┌──

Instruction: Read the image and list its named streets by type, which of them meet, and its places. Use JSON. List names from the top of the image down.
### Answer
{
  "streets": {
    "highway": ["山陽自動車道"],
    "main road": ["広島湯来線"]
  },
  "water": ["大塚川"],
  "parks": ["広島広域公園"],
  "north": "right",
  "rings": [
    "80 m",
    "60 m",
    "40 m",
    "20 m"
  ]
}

└──

The task: Set down the entire material again, exactly as it stands.

Exercise output:
Instruction: Read the image and list its named streets by type, which of them meet, and its places. Use JSON. List names from the top of the image down.
### Answer
{
  "streets": {
    "highway": ["山陽自動車道"],
    "main road": ["広島湯来線"]
  },
  "water": ["大塚川"],
  "parks": ["広島広域公園"],
  "north": "right",
  "rings": [
    "80 m",
    "60 m",
    "40 m",
    "20 m"
  ]
}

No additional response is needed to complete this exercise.